SOVA-S
- Mission type: Atmospheric science
- Operator: European Space Agency
- Website: www.ohb-czech.cz/our-projects/sova-s

Spacecraft properties
- Manufacturer: OHB Czechspace
- Launch mass: 180 kg (estimated)

Start of mission
- Launch date: 2030 (planned)

= SOVA-S =

European atmospheric science satellite

SOVA-S (Satellite Observation of Waves in the Atmosphere – Scout) is a future European atmospheric science satellite under development by the European Space Agency's FutureEO programme for Earth observation. Its objective is to study atmospheric gravity waves at an altitude between 80 and 120 km in order to improve climate and space weather modelling.

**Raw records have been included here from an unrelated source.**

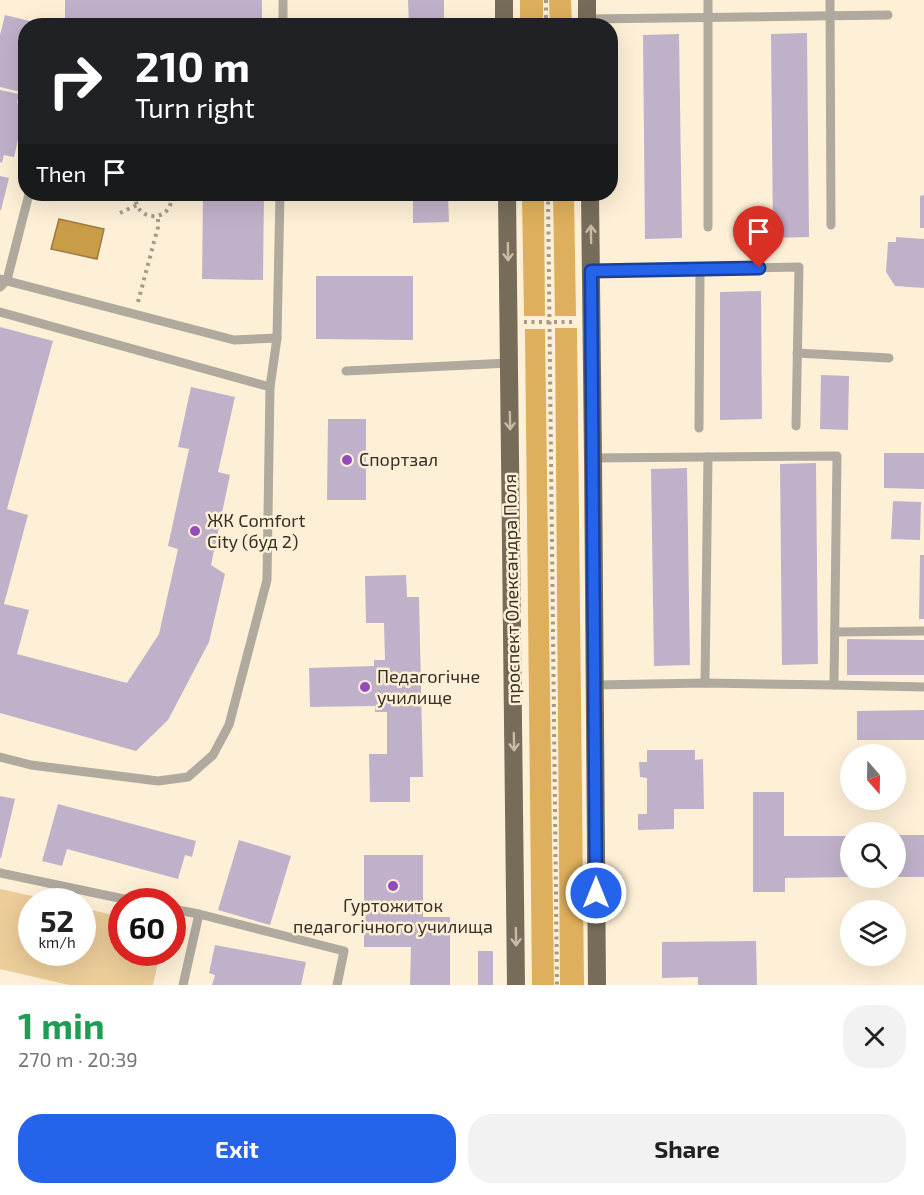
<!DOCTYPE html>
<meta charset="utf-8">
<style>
body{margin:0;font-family:"Exo 2",sans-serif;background:#f2f2f2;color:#222;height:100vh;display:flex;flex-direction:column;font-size:22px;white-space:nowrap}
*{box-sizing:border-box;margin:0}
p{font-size:20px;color:#767676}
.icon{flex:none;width:33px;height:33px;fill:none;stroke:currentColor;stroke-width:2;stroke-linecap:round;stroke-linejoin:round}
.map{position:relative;height:985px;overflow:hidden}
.details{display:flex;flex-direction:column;background:#fff;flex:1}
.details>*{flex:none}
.hud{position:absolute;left:18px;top:18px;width:600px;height:183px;border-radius:24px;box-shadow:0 6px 24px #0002;background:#202124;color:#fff;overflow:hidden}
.needle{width:39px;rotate:160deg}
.buttons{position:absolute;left:840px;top:744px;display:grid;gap:12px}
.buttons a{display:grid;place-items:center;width:66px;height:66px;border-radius:50%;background:#fff;box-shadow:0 6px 24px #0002;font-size:30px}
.speed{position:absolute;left:18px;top:888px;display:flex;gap:12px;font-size:30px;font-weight:700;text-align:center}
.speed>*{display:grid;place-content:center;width:78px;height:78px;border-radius:50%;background:#fff;box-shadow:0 6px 24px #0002;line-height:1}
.speed small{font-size:15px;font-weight:400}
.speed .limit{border:9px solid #d22;background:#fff;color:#111}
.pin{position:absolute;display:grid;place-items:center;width:51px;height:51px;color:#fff;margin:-62px -26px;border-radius:50% 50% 50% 0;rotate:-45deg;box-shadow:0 0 6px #0007}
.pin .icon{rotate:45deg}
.me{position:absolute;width:66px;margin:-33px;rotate:0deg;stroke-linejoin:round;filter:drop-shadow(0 0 4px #0008)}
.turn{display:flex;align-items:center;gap:21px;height:126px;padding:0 18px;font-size:27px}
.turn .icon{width:78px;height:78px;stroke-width:2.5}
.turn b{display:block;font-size:42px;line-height:51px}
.then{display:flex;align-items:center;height:57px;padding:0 18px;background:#0003;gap:12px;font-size:22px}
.round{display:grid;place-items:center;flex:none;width:63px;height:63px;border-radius:24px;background:#f2f2f2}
.summary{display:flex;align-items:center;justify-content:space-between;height:102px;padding:0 18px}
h1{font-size:36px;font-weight:700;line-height:45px;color:#1e9e55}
.cta{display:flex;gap:12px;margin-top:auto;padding:12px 18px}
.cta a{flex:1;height:69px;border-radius:24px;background:#2563eb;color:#fff;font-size:24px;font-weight:700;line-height:69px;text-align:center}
.cta a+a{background:#f2f2f2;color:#222}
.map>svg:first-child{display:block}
</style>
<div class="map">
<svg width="924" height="985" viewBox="0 0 924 985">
<rect width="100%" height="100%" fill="#fef0d7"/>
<polygon fill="#eccd99" points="0,889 55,901 32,902 32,952 82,952 83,908 121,917 122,952 160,953 153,985 69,985 0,969"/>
<g fill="#deaf5c">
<rect x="520" y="0" width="23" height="25"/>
<polygon points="549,0 571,0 572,25 550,25"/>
<polygon points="522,194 544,194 545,316 524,316"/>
<polygon points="553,194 574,194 576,316 555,316"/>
<polygon points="555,328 577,328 584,985 560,985"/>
<polygon points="525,329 545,329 554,985 532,985"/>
</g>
<polygon fill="#c99c48" stroke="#9d7b3e" stroke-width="1.5" points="59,219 104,229 97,259 51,249"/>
<g fill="#bfb1c9">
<rect x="65" y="0" width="197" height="26"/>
<polygon points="408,0 444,0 444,26 409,26"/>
<polygon points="5,15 38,23 37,26 26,26 26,84 23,84 21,92 0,87 0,35"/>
<polygon points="807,33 809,237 773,238 771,34"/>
<polygon points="679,34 682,238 645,239 643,35"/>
<polygon points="0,90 19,94 17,103 26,105 14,157 4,155 2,163 0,162"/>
<polygon points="0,176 9,178 1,210 0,210"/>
<polygon points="203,194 264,194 263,280 202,279"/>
<polygon points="413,194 448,194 449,222 413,223"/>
<polygon points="924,195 924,228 920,228 920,196"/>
<polygon points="896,237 924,239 924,288 895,286 886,272 888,242 896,242"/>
<polygon points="316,276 413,276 413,340 316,339"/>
<polygon points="761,291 762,419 720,420 720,292"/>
<polygon points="0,327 53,341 7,509 28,515 4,604 29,610 17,654 127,683 159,634 178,549 168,546 189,449 178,447 191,387 235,397 218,472 230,475 211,565 225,574 209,642 168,720 136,751 0,713"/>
<polygon points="821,375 849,376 848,430 820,429"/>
<polygon points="328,419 366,419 366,500 327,500"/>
<polygon points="884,453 924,453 924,489 884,488"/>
<polygon points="816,463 818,664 782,665 780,464"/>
<polygon points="687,468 690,665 654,666 651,469"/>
<polygon points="893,501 921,502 920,540 891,539"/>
<polygon points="920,555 924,555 924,619 919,619"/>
<polygon points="406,575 407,597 419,597 423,777 410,777 410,802 370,802 369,754 387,754 387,712 375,712 375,706 310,707 309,668 374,666 374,660 385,660 384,623 366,623 365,576"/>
<polygon points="847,639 924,640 924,675 847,675"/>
<polygon points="924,710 924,740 857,740 857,711"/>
<polygon points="647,750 695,750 695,760 703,759 704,809 674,809 674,829 638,830 638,814 647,814 647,778 640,777 639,762 647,762"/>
<polygon points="753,792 784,792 784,836 850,836 850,877 785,878 785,892 753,892"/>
<polygon points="0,796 15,799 1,858 0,858"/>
<polygon points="58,804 196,841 192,857 185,855 178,879 67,849 62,866 42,861"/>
<rect x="896" y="835" width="28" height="42"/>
<polygon points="239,840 291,856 270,925 218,910"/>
<polygon points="364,855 423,855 423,917 450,917 450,985 410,985 411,947 364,947"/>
<polygon points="756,941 757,985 698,985 698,977 662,978 662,942"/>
<polygon points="215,945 306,962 301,985 212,985 215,975 209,973"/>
<rect x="478" y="951" width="15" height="34"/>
</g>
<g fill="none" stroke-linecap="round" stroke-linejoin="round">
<g stroke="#a69b89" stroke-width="4" stroke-dasharray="3 4.5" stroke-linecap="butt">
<polyline points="546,0 546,26"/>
<path d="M136,194C132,223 175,224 171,194"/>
<polyline points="548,194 557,985"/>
<polyline points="120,213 137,205"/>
<polyline points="138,302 158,227 158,216"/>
<polyline points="524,322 574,322"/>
</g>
<g stroke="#afa99e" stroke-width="9">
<polyline points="708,0 708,227"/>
<polyline points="830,0 831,225"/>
<polyline points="587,19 888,15"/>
<polyline points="283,26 283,0"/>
<polyline points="591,271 799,267 796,426"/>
<polyline points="0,279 234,340 277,338 280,194"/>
<polyline points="0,287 7,280 29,194"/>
<polyline points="0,312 270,387 267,580 229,725 213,755 188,777 158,781 31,765 0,757"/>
<polyline points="797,353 889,358"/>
<polyline points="346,371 509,363"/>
<polyline points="270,387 277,338"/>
<polyline points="699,428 700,269"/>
<polyline points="593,458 837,456 834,685 705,683 595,685"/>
<polyline points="835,632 924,631"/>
<polyline points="705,683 708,457"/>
<polyline points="834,685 924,687"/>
<polyline points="0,873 138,902"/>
<polyline points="172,909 199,914 183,985"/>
<polyline points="199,914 344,951 337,985"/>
</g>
<g stroke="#776c5a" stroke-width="18">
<polyline points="504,0 504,26"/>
<polyline points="587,0 587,26"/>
<polyline points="507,194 516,985"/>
<polyline points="590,194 593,458 597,985"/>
</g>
</g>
<defs><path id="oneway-shaft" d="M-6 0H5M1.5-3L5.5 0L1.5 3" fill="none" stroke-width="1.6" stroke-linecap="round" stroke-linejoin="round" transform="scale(1.5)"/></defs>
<g stroke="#c8bba5">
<use href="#oneway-shaft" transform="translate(591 234) rotate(-91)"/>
<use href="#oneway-shaft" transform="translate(508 252) rotate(89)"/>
<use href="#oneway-shaft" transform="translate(510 421) rotate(89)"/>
<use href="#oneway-shaft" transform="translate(514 742) rotate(89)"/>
<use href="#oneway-shaft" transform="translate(516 937) rotate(89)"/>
</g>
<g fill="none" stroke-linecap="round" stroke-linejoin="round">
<defs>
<polyline id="route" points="596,893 591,271 759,268"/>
</defs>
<use href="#route" stroke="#184099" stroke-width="15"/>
<use href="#route" stroke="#2563eb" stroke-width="10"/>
</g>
<g fill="#944bbd" stroke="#fef0d7" stroke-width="2">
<circle cx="347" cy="460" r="6"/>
<circle cx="195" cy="531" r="6"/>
<circle cx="365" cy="687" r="6"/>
<circle cx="393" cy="886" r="6"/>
</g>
<g text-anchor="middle" stroke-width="5" stroke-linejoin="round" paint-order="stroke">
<g font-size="18" fill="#352f26" stroke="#fef0d7" text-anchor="start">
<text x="359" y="466">Спортзал</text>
<text x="207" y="527">ЖК Comfort<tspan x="207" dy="21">City (буд 2)</tspan></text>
<text x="377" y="683">Педагогічне<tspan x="377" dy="21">училище</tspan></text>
<text x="393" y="912" text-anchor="middle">Гуртожиток<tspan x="393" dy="21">педагогічного училища</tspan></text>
</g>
<g font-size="18" fill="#352f26" stroke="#fef0d7">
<text transform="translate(512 589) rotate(-91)" y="6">проспект Олександра Поля</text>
</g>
</g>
</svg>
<div class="buttons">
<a><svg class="needle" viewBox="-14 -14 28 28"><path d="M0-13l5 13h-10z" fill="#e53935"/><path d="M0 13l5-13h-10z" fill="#767676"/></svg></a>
<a><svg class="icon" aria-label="search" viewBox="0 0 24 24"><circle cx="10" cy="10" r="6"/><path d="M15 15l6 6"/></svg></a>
<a><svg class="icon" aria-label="layers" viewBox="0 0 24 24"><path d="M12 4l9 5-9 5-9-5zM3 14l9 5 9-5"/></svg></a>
</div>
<div class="speed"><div>52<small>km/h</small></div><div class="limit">60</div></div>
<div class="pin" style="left:759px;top:268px;background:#d93025"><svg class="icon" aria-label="arrive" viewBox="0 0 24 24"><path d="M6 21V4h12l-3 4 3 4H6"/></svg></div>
<svg class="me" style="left:596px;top:893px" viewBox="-20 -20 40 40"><circle r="17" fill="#2563eb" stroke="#fff" stroke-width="3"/><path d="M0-11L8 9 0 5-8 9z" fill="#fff"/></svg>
<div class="hud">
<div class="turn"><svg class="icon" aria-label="right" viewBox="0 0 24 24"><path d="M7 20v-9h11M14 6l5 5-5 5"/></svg><div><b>210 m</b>Turn right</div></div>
<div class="then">Then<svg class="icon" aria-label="arrive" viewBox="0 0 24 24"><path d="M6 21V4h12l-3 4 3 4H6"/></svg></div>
</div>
</div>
<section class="details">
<div class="summary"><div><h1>1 min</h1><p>270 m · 20:39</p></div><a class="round"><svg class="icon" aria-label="close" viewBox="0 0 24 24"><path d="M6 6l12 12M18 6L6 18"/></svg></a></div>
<div class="cta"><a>Exit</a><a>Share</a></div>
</section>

To do this, the satellite will measure airglow using two shortwave infrared imagers.

== Background ==
The mission's primary contractor is the Czech company OHB Czechspace and major subcontractors are the German companies Berlin Space Technologies and OHB System. The mission's science team is led by the German Aerospace Center (DLR).

== History ==
The mission was originally proposed by OHB Czechspace as "SOVA" in 2023 for the "Czech Ambitious Missions" cooperation between ESA and Czechia. It was not selected (the selected missions were AMBIC and QUVIK), but the committee recommended it as a backup. In June 2025, SOVA-S was selected by ESA alongside three other missions out of nine Scout mission proposals for further study. SOVA-S was selected for implementation, together with another proposal named Hibidis, in May 2026. The signing of the mission's development contract is expected by the end of 2026, mission implementation phase is expected to start in January 2027 and the satellite is expected to launch in 2030.